Tuesday, July 17, 2007

Usual recovery from that surgery was five to seven days My daily phone calls told me that things were not going according to plan.

Friday afternoon I drove back to Portland.

Gas at Les Lammers, Hood River, then check into the Mallory Hotel where a "truck drivers" room cost $10.50 per night.

Since gas was almost unobtainable I had the road mostly to myself but weirdly the company owned Shell Station around the corner from the hotel not only allowed me to fill my tank but offered a free car wash as well.

Just to set the scene. When Uncle Dave returned from California, he arrived in one town with his gas gauge hitting the empty bar he was told to come back tomorrow no license plates ending in even number are served today.

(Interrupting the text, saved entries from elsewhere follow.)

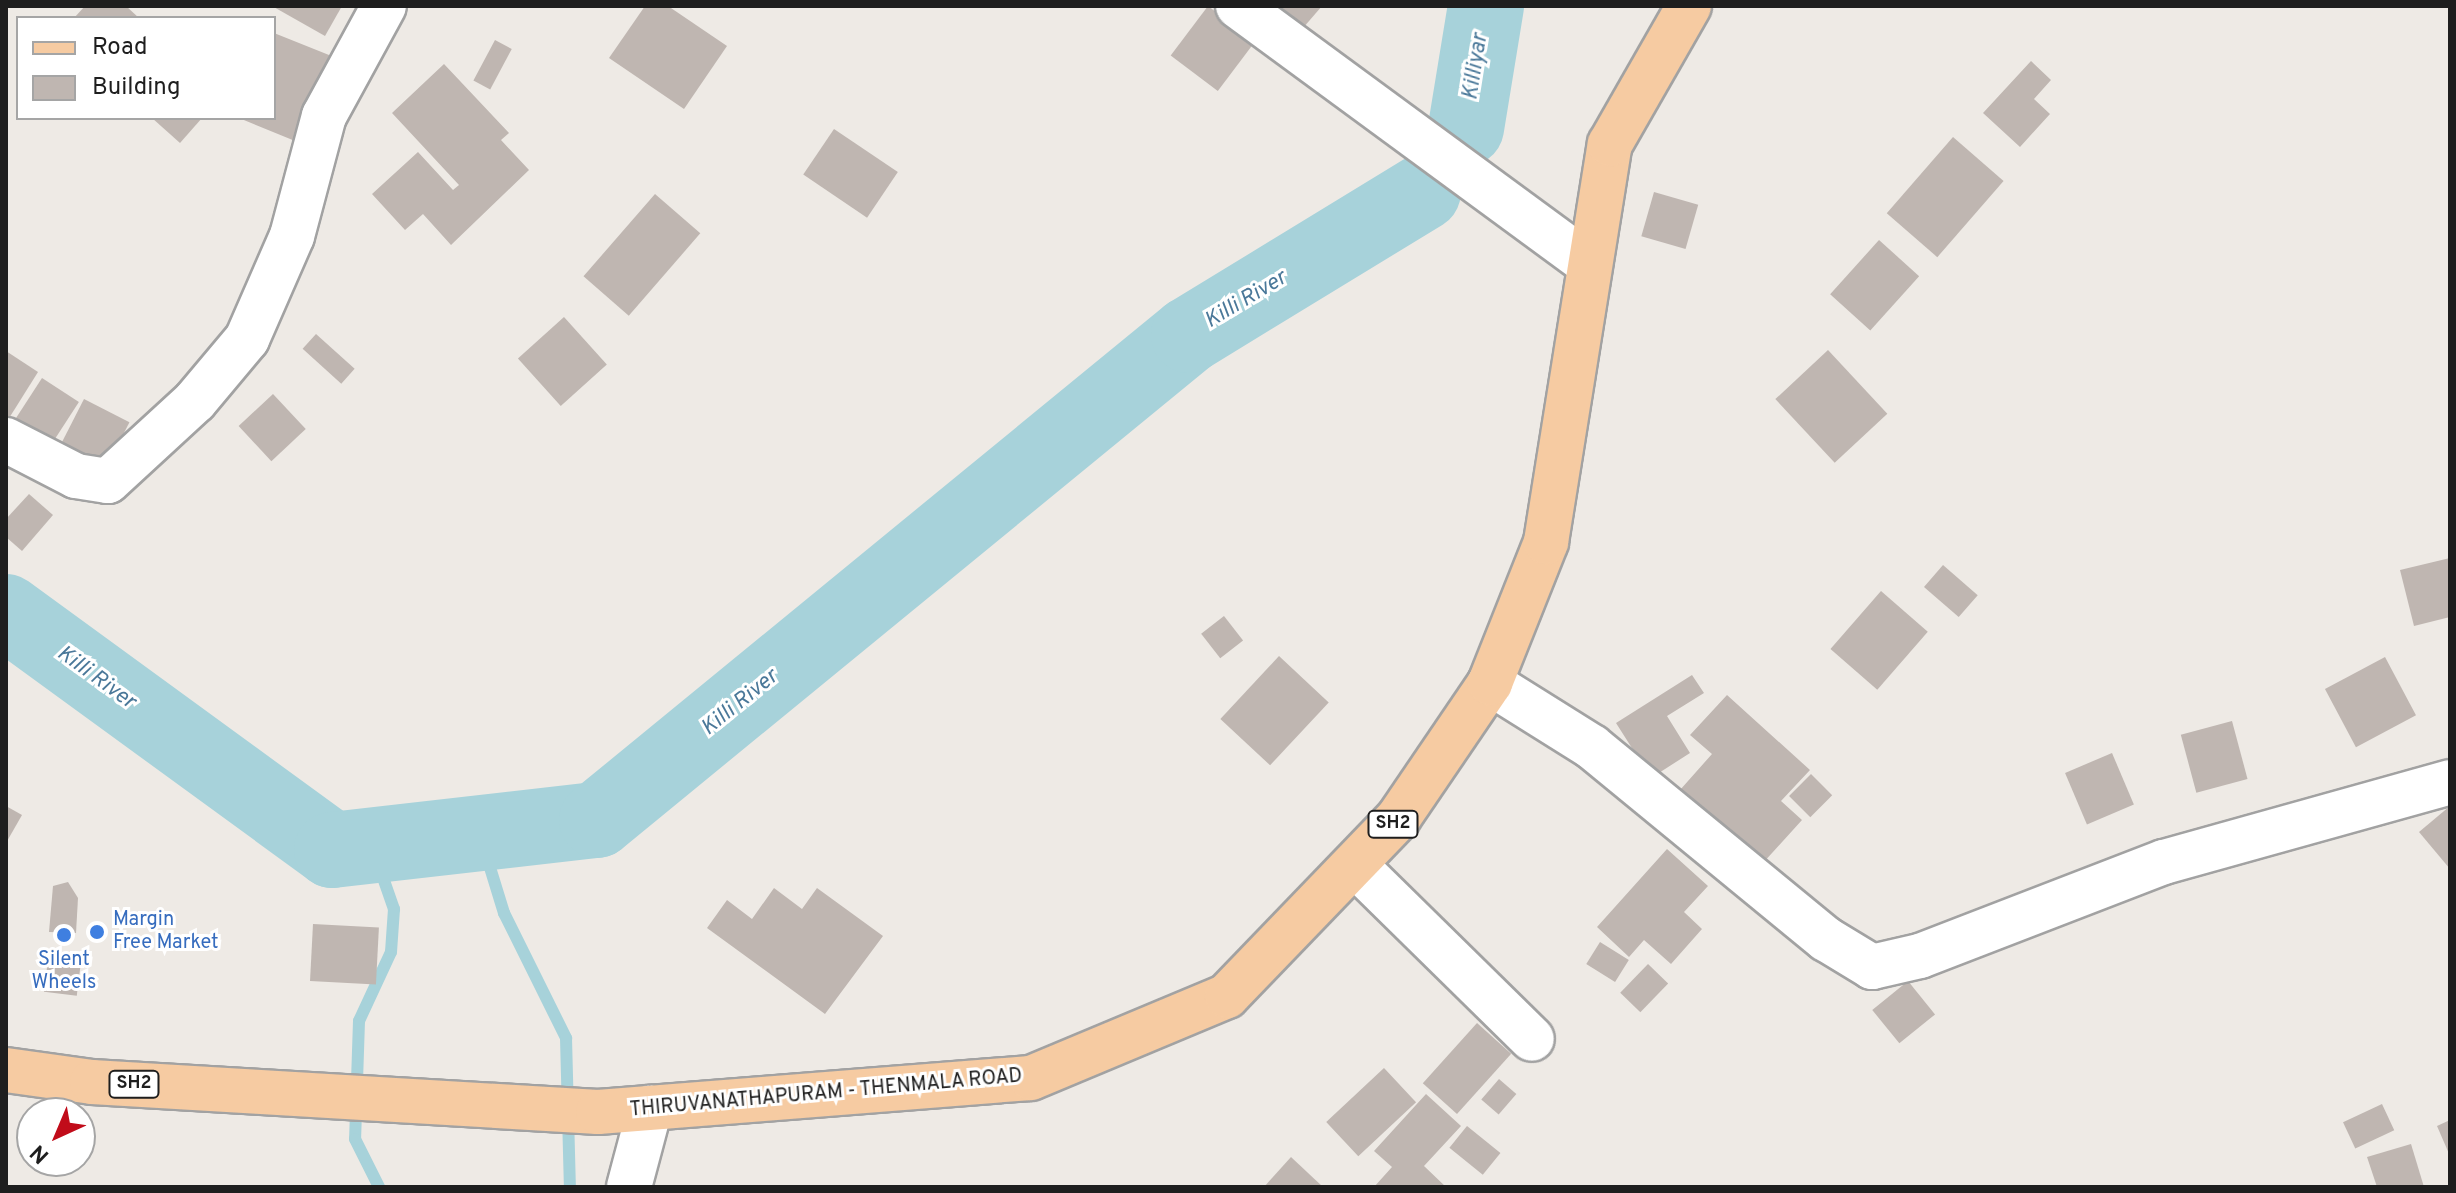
<!DOCTYPE html>
<style>
body{margin:0}
#map{position:relative;width:2456px;height:1193px;overflow:hidden;background:#eeeae5;font-family:Overpass,sans-serif}
div>[style]{position:absolute}
[style*='--x']{left:calc(var(--x)*1px);top:calc(var(--y)*1px);width:calc(var(--w)*1px);rotate:calc(var(--a)*1deg)}
.stream>*{height:12px;margin:-6px;padding:0 6px;transform-origin:6px;border-radius:6px;background:#a7d2da}
.river>*{height:76px;margin:-38px;padding:0 38px;transform-origin:38px;border-radius:38px;background:#a7d2da}
.building>*{inset:0;background:#bfb6b1;transform-origin:0 0}
.roads{filter:drop-shadow(2px 0 #a2a2a2) drop-shadow(-2px 0 #a2a2a2) drop-shadow(0 2px #a2a2a2) drop-shadow(0 -2px #a2a2a2)}
.minor>*{height:44px;margin:-22px;padding:0 22px;transform-origin:22px;border-radius:22px;background:#fff}
.major>*{height:44px;margin:-22px;padding:0 22px;transform-origin:22px;border-radius:22px;background:#f6cba2}
.dots>*{width:22px;height:22px;translate:-50% -50%;box-sizing:border-box;border:4px solid #fff;border-radius:50%}
span{translate:-50% -50%;white-space:nowrap;text-align:center;line-height:1.15;-webkit-text-stroke:6px #fff;paint-order:stroke}
.shield-label span{padding:2px 6px;background:#fff;border:2px solid;border-radius:6px;-webkit-text-stroke-width:0}
.shield-label{font-size:18px;color:#1e1e1e;font-weight:700}
.shop-label{font-size:20px;color:#366cbe}
.left{translate:0 -50%;text-align:left}
.street-label{font-size:20px;color:#1e1e1e}
.water-label{font-size:22px;color:#4a7899;font-style:italic}
.frame{position:absolute;inset:0;border:8px solid #1e1e1e;pointer-events:none}
.legend{position:absolute;left:16px;top:16px;width:260px;height:104px;box-sizing:border-box;background:#fff;border:2px solid #a5a5a5;margin:0;padding:10px 14px;list-style:none;font-size:24px;color:#1e1e1e}
.legend li{display:flex;align-items:center;gap:16px;height:40px}
.legend b{width:40px;border:2px solid #a5a5a5}
.north{position:absolute;left:16px;top:1097px;width:80px;height:80px;box-sizing:border-box;background:#fff;border:2px solid #a5a5a5;border-radius:50%;rotate:224deg;font-size:22px;font-weight:700;line-height:32px;text-align:center;color:#1e1e1e}
.north::after{content:'';display:block;margin:auto;width:28px;height:36px;background:#c10c1a;clip-path:polygon(50% 0,100% 100%,50% 72%,0 100%)}
</style>
<div id="map">
<div class="stream">
<div style="--x:480;--y:835;--w:82;--a:72.9"></div>
<div style="--x:504;--y:913;--w:140;--a:63.6"></div>
<div style="--x:566;--y:1038;--w:149;--a:88.5"></div>
<div style="--x:372;--y:846;--w:67;--a:70.8"></div>
<div style="--x:394;--y:909;--w:43;--a:94"></div>
<div style="--x:391;--y:952;--w:76;--a:114.9"></div>
<div style="--x:359;--y:1021;--w:118;--a:91.9"></div>
<div style="--x:355;--y:1139;--w:54;--a:63.4"></div>
</div>
<div class="river">
<div style="--x:1466;--y:128;--w:124;--a:-80.7"></div>
<div style="--x:6;--y:612;--w:404;--a:36.1"></div>
<div style="--x:332;--y:850;--w:267;--a:-6.5"></div>
<div style="--x:597;--y:820;--w:765;--a:-39.33"></div>
<div style="--x:1189;--y:335;--w:274;--a:-31.4"></div>
</div>
<div class="building">
<div style="clip-path:polygon(85px 6px,126px 6px,139px 18px,74px 18px)"></div>
<div style="clip-path:polygon(272px 6px,342px 6px,325px 36px)"></div>
<div style="clip-path:polygon(645px 6px,668px 6px,727px 46px,684px 109px,609px 58px)"></div>
<div style="left:1208px;top:6px;width:59px;height:62px;rotate:37deg"></div>
<div style="clip-path:polygon(1278px 6px,1322px 6px,1303px 28px)"></div>
<div style="clip-path:polygon(274px 33px,334px 57px,300px 143px,239px 118px,274px 118px)"></div>
<div style="left:495px;top:40px;width:19px;height:46px;rotate:28deg"></div>
<div style="clip-path:polygon(2031px 61px,2051px 80px,2034px 99px,2050px 114px,2020px 147px,1983px 113px)"></div>
<div style="clip-path:polygon(444px 64px,509px 133px,501px 140px,529px 170px,451px 245px,423px 214px,405px 230px,372px 194px,418px 152px,453px 190px,459px 185px,392px 113px)"></div>
<div style="clip-path:polygon(152px 118px,202px 118px,180px 143px)"></div>
<div style="left:834px;top:129px;width:77px;height:55px;rotate:34deg"></div>
<div style="left:1953px;top:137px;width:67px;height:101px;rotate:41deg"></div>
<div style="left:1654px;top:192px;width:46px;height:46px;rotate:16deg"></div>
<div style="left:655px;top:194px;width:60px;height:109px;rotate:41deg"></div>
<div style="left:1879px;top:240px;width:54px;height:73px;rotate:42deg"></div>
<div style="left:564px;top:317px;width:64px;height:62px;rotate:48deg"></div>
<div style="left:316px;top:334px;width:52px;height:20px;rotate:42deg"></div>
<div style="left:1828px;top:350px;width:87px;height:72px;rotate:47deg"></div>
<div style="clip-path:polygon(6px 351px,38px 372px,6px 423px)"></div>
<div style="left:42px;top:378px;width:44px;height:53px;rotate:33deg"></div>
<div style="left:273px;top:394px;width:48px;height:47px;rotate:47deg"></div>
<div style="left:84px;top:399px;width:51px;height:54px;rotate:27deg"></div>
<div style="clip-path:polygon(29px 494px,53px 515px,22px 551px,6px 537px,6px 519px)"></div>
<div style="clip-path:polygon(2450px 558px,2450px 617px,2414px 626px,2400px 570px)"></div>
<div style="left:1943px;top:565px;width:46px;height:29px;rotate:41deg"></div>
<div style="left:1881px;top:591px;width:62px;height:77px;rotate:41deg"></div>
<div style="left:1224px;top:616px;width:31px;height:29px;rotate:52deg"></div>
<div style="left:1279px;top:656px;width:68px;height:86px;rotate:43deg"></div>
<div style="left:2385px;top:657px;width:66px;height:68px;rotate:62deg"></div>
<div style="clip-path:polygon(1692px 675px,1704px 693px,1667px 716px,1690px 753px,1651px 778px,1616px 723px)"></div>
<div style="clip-path:polygon(1727px 695px,1810px 770px,1781px 801px,1802px 820px,1762px 864px,1680px 790px,1712px 754px,1690px 735px)"></div>
<div style="left:2232px;top:721px;width:60px;height:53px;rotate:75deg"></div>
<div style="left:2112px;top:753px;width:56px;height:51px;rotate:67deg"></div>
<div style="left:1811px;top:774px;width:30px;height:31px;rotate:45deg"></div>
<div style="clip-path:polygon(6px 806px,22px 815px,6px 843px)"></div>
<div style="clip-path:polygon(2450px 806px,2450px 869px,2419px 832px)"></div>
<div style="clip-path:polygon(1667px 849px,1708px 886px,1684px 912px,1702px 929px,1671px 964px,1644px 940px,1629px 957px,1597px 927px)"></div>
<div style="clip-path:polygon(68px 882px,78px 898px,76px 933px,49px 932px,53px 886px)"></div>
<div style="clip-path:polygon(774px 888px,802px 909px,817px 888px,883px 936px,825px 1014px,707px 928px,727px 900px,752px 919px)"></div>
<div style="left:313px;top:924px;width:66px;height:57px;rotate:3deg"></div>
<div style="left:1600px;top:942px;width:34px;height:26px;rotate:32deg"></div>
<div style="left:49px;top:951px;width:33px;height:41px;rotate:7deg"></div>
<div style="left:1648px;top:964px;width:28px;height:40px;rotate:44deg"></div>
<div style="left:1908px;top:981px;width:43px;height:46px;rotate:51deg"></div>
<div style="left:1477px;top:1023px;width:46px;height:81px;rotate:42deg"></div>
<div style="left:1384px;top:1068px;width:47px;height:79px;rotate:47deg"></div>
<div style="left:1499px;top:1079px;width:23px;height:27px;rotate:41deg"></div>
<div style="clip-path:polygon(1426px 1094px,1461px 1126px,1424px 1166px,1446px 1187px,1374px 1187px,1392px 1167px,1374px 1151px)"></div>
<div style="left:2382px;top:1104px;width:29px;height:43px;rotate:65deg"></div>
<div style="clip-path:polygon(2450px 1120px,2450px 1156px,2437px 1126px)"></div>
<div style="left:1467px;top:1126px;width:43px;height:28px;rotate:39deg"></div>
<div style="clip-path:polygon(2411px 1144px,2424px 1187px,2377px 1187px,2367px 1157px)"></div>
<div style="clip-path:polygon(1291px 1157px,1323px 1187px,1264px 1187px)"></div>
</div>
<div class="roads">
<div class="minor">
<div style="--x:1238;--y:6;--w:432;--a:36.3"></div>
<div style="--x:6;--y:440;--w:79;--a:27.2"></div>
<div style="--x:76;--y:476;--w:32;--a:9"></div>
<div style="--x:108;--y:481;--w:118;--a:-42.6"></div>
<div style="--x:195;--y:401;--w:81;--a:-50"></div>
<div style="--x:247;--y:339;--w:112;--a:-66.4"></div>
<div style="--x:292;--y:236;--w:124;--a:-75.1"></div>
<div style="--x:324;--y:116;--w:125;--a:-61.4"></div>
<div style="--x:1490;--y:683;--w:120;--a:32.1"></div>
<div style="--x:1592;--y:747;--w:303;--a:39.4"></div>
<div style="--x:1826;--y:939;--w:54;--a:31.3"></div>
<div style="--x:1872;--y:967;--w:49;--a:-12.9"></div>
<div style="--x:1920;--y:956;--w:261;--a:-21.1"></div>
<div style="--x:2164;--y:862;--w:297;--a:-15.6"></div>
<div style="--x:1357;--y:867;--w:245;--a:44.5"></div>
<div style="--x:629;--y:1187;--w:82;--a:-75.1"></div>
</div>
<div class="major">
<div style="--x:6;--y:1070;--w:87;--a:7.9"></div>
<div style="--x:92;--y:1082;--w:507;--a:3.39"></div>
<div style="--x:598;--y:1112;--w:434;--a:-4.5"></div>
<div style="--x:1031;--y:1078;--w:212;--a:-22.7"></div>
<div style="--x:1227;--y:996;--w:248;--a:-46.1"></div>
<div style="--x:1399;--y:817;--w:162;--a:-55.8"></div>
<div style="--x:1490;--y:683;--w:152;--a:-68.3"></div>
<div style="--x:1546;--y:542;--w:403;--a:-80.9"></div>
<div style="--x:1610;--y:144;--w:159;--a:-60.2"></div>
</div>
</div>
<div class="dots">
<div style="left:97px;top:932px;background:#3f7fe0"></div>
<div style="left:64px;top:935px;background:#3f7fe0"></div>
</div>
<div class="shield-label">
<span style="left:1393px;top:824px">SH2</span>
<span style="left:134px;top:1084px">SH2</span>
</div>
<div class="shop-label">
<span class="left" style="left:113px;top:932px">Margin<br>Free Market</span>
<span style="left:64px;top:972px">Silent<br>Wheels</span>
</div>
<div class="street-label">
<span style="left:826px;top:1094px;rotate:-5deg">THIRUVANATHAPURAM - THENMALA ROAD</span>
</div>
<div class="water-label">
<span style="left:1476px;top:67px;rotate:-81deg">Killiyar</span>
<span style="left:1246px;top:300px;rotate:-31deg">Killi River</span>
<span style="left:96px;top:678px;rotate:36deg">Killi River</span>
<span style="left:740px;top:703px;rotate:-39deg">Killi River</span>
</div>
<div class="frame"></div>
<ul class="legend">
<li><b style="height:10px;background:#f6cba2"></b>Road</li>
<li><b style="height:22px;background:#bfb6b1"></b>Building</li>
</ul>
<div class="north">N</div>
</div>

The doctors were reluctant to release their patient but the patient claimed that recovery would be much faster at home and demanded to be released. The release was granted and off we went.

By the time we stopped at a restaurant in Hood River, Jean was complaining of extreme pain in her neck. I offered to take her back to Good Sam but she said no so we continued to Walla Walla
where she checked into the old St. Mary Hospital.

Bob Jameison was an excellent diagnostician but he came up with some far out theories on Jean.
At one point she told him she "hurt so bad she could jump out the window." He put her on suicide watch.

She spent most of the day lying face down. The diagnosis was "empty nest syndrome!".

When she did not eat her meals, she was told she was a bad girl and the tray taken away.

I called the hospital and spoke to the sister in charge. She made a comment about it wasn't fair to waste the food. I am afraid I was not very diplomatic. I told her if they didn't feed her I would bring food from the Pastime Cafe and feed her myself.

That evening when I arrived at the hospital, an aid was spooning food into her mouth.

A spinal tap had been attempted earlier but was inconclusive.

I have a mental lapse now on the name of the physiatrist at the hospital who was a friend of Jim Mclellen. Anyway, he did another spinal tap after my tirade and the pressure was off the chart so back to Portland by ambulance.

Jean's Aunt Altha had come to visit her sick niece and ended up as baby sitter to four children.
Her comment to Dr. Schaefer drew a chuckle when she intoned into the phone. "I have become a mother at age 59 and I have a baby running a fever. What do I do?".